**SOURCE MATERIAL**
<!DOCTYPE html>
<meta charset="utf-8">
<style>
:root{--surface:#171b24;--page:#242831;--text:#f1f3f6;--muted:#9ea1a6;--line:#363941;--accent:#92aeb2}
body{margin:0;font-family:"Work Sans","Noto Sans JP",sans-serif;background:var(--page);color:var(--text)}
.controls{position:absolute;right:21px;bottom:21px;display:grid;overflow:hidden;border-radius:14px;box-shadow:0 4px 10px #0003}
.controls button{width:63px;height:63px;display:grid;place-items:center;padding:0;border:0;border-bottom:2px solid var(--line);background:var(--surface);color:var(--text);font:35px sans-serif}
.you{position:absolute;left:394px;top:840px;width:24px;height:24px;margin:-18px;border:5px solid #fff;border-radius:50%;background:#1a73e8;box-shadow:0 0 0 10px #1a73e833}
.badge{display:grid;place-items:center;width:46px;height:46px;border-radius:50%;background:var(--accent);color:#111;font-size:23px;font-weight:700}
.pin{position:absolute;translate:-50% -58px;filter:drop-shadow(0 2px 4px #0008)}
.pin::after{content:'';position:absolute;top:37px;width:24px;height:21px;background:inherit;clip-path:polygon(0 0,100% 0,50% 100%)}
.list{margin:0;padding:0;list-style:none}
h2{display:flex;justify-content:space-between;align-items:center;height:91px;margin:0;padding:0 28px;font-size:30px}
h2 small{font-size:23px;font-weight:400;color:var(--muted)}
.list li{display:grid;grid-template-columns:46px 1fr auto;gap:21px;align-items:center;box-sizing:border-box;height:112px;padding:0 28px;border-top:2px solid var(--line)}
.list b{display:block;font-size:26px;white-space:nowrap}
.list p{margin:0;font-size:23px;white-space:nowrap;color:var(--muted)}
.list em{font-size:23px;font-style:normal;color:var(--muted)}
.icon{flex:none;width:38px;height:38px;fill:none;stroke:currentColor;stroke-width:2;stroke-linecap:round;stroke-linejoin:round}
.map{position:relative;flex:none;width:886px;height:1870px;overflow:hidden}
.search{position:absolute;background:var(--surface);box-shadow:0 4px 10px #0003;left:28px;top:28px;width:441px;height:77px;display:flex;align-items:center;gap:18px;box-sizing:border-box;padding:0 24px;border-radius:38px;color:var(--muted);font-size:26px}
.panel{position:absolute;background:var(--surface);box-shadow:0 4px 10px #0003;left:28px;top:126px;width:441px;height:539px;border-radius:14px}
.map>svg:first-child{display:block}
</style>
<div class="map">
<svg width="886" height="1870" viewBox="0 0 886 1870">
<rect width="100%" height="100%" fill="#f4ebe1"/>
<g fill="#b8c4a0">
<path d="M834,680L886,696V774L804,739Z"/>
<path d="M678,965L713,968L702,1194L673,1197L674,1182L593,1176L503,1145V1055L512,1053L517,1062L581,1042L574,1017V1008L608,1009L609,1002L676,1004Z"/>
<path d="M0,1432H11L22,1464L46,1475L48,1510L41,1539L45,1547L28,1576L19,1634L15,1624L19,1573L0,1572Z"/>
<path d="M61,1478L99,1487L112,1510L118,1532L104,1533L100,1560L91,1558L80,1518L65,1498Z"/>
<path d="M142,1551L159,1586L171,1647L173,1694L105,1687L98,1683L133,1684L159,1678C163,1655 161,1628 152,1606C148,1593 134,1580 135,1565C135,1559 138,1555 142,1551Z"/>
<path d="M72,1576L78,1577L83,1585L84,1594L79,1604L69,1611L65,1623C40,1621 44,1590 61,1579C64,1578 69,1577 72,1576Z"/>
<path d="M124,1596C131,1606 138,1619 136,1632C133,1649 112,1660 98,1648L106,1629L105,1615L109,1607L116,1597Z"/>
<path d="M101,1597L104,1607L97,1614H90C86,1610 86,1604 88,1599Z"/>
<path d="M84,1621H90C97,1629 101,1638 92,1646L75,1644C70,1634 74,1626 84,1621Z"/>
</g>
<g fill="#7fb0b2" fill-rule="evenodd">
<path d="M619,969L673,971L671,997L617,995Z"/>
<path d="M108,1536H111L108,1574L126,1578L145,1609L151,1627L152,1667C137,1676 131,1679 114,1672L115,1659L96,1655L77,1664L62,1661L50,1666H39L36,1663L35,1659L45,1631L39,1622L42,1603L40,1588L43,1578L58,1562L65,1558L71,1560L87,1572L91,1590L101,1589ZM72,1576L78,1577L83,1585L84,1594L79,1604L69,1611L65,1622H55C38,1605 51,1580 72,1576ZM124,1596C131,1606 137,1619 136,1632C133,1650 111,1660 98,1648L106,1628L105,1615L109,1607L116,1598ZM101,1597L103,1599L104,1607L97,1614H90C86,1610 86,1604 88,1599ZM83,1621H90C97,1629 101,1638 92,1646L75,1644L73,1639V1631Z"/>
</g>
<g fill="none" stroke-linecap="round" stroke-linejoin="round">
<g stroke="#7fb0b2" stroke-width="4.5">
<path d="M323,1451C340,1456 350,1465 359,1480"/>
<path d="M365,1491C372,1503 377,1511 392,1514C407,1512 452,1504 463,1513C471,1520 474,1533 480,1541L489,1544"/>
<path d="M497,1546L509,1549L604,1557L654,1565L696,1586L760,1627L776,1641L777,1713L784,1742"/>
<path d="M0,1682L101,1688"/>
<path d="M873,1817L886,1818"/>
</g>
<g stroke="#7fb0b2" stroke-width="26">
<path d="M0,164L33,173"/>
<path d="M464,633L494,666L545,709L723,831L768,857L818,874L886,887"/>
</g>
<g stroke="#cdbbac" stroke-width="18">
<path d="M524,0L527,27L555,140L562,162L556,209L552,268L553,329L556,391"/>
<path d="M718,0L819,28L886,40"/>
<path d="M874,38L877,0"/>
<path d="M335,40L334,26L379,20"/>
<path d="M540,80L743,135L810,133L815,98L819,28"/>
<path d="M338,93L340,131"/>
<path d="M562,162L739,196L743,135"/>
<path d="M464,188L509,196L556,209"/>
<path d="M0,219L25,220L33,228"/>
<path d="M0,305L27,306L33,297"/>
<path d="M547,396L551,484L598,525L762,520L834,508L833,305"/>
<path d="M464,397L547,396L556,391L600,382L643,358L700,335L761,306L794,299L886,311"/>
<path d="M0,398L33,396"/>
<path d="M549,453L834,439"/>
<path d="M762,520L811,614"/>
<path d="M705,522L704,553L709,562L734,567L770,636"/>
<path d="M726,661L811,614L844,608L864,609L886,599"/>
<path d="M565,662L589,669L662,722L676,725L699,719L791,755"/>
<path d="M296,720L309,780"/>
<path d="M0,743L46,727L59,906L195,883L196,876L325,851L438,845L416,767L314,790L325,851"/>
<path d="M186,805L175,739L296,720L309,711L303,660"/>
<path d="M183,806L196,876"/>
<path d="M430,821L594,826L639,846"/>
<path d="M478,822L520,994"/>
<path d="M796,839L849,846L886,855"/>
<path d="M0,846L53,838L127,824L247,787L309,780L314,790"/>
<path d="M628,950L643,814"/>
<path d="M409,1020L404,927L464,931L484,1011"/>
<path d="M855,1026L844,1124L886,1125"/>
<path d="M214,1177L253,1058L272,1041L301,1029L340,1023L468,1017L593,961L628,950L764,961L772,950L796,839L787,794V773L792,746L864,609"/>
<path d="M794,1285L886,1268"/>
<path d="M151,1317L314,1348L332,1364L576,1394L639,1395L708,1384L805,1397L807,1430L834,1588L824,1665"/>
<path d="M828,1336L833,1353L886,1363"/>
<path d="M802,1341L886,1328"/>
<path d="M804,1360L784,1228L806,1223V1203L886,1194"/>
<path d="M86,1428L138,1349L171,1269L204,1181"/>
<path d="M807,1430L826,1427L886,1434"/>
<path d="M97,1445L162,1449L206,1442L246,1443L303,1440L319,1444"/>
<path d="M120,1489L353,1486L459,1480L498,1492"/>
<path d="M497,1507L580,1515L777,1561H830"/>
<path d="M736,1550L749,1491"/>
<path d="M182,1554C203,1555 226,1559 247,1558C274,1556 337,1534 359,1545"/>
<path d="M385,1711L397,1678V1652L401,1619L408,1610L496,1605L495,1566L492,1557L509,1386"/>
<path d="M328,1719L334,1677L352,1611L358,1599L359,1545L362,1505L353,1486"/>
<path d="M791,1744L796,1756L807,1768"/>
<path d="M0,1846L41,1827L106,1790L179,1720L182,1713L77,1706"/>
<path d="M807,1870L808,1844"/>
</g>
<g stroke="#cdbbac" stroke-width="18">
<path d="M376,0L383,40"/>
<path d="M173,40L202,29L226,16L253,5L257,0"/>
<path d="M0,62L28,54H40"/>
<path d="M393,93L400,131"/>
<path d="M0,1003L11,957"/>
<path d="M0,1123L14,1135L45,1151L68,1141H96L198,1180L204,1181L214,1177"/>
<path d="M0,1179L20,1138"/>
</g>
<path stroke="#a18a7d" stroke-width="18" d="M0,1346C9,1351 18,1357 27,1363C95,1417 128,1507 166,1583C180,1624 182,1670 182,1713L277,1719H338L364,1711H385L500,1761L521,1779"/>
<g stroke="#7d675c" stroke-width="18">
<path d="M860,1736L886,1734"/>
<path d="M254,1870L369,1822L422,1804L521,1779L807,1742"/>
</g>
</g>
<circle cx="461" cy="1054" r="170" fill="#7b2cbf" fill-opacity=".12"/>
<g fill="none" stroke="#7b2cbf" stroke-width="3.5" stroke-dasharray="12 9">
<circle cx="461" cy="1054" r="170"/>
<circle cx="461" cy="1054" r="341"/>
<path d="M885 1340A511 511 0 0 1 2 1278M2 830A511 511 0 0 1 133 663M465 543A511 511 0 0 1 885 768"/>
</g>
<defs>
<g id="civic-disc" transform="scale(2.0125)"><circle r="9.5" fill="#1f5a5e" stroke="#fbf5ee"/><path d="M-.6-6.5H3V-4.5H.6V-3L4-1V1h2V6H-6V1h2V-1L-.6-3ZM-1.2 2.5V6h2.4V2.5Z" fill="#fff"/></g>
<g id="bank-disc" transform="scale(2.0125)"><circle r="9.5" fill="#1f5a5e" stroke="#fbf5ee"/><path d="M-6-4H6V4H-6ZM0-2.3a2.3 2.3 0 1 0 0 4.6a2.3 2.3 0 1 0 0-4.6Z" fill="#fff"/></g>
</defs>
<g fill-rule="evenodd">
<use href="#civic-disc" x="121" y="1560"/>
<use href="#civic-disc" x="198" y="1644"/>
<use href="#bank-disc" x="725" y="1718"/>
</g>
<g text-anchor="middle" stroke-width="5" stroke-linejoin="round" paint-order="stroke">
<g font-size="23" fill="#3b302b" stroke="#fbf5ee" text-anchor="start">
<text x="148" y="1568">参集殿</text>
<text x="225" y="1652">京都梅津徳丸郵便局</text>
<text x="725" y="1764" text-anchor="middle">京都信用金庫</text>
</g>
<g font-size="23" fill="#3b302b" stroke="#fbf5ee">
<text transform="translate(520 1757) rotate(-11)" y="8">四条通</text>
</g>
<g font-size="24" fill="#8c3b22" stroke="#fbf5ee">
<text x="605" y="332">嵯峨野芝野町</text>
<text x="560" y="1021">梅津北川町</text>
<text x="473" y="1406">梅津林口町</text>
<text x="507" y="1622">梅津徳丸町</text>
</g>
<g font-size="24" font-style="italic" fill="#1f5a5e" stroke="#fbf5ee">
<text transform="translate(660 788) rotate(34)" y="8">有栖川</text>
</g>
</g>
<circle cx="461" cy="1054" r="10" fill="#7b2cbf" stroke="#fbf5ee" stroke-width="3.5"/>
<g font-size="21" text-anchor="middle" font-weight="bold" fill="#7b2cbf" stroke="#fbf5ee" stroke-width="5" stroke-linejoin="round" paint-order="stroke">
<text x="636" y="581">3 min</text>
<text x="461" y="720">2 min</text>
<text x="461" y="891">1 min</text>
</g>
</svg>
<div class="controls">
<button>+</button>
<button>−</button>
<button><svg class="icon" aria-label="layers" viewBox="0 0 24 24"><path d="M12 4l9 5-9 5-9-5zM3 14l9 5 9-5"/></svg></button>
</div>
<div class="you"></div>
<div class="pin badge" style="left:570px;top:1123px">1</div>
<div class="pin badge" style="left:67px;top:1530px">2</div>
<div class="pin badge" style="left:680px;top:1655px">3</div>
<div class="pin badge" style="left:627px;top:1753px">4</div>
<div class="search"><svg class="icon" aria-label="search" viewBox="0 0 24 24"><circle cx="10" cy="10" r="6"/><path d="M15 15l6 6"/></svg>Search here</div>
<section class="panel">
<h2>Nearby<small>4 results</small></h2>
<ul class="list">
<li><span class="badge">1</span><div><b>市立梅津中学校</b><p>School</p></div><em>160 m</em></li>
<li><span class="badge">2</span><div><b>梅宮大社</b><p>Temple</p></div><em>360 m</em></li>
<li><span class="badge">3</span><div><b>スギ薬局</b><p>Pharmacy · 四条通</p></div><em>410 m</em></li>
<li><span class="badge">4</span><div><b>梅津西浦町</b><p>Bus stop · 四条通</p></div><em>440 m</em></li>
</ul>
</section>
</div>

**DIRECTIONS FOR THIS TASK**
Provide the number of lines above in which the word "controls" appears, with no further words.

**YOUR RESPONSE**
3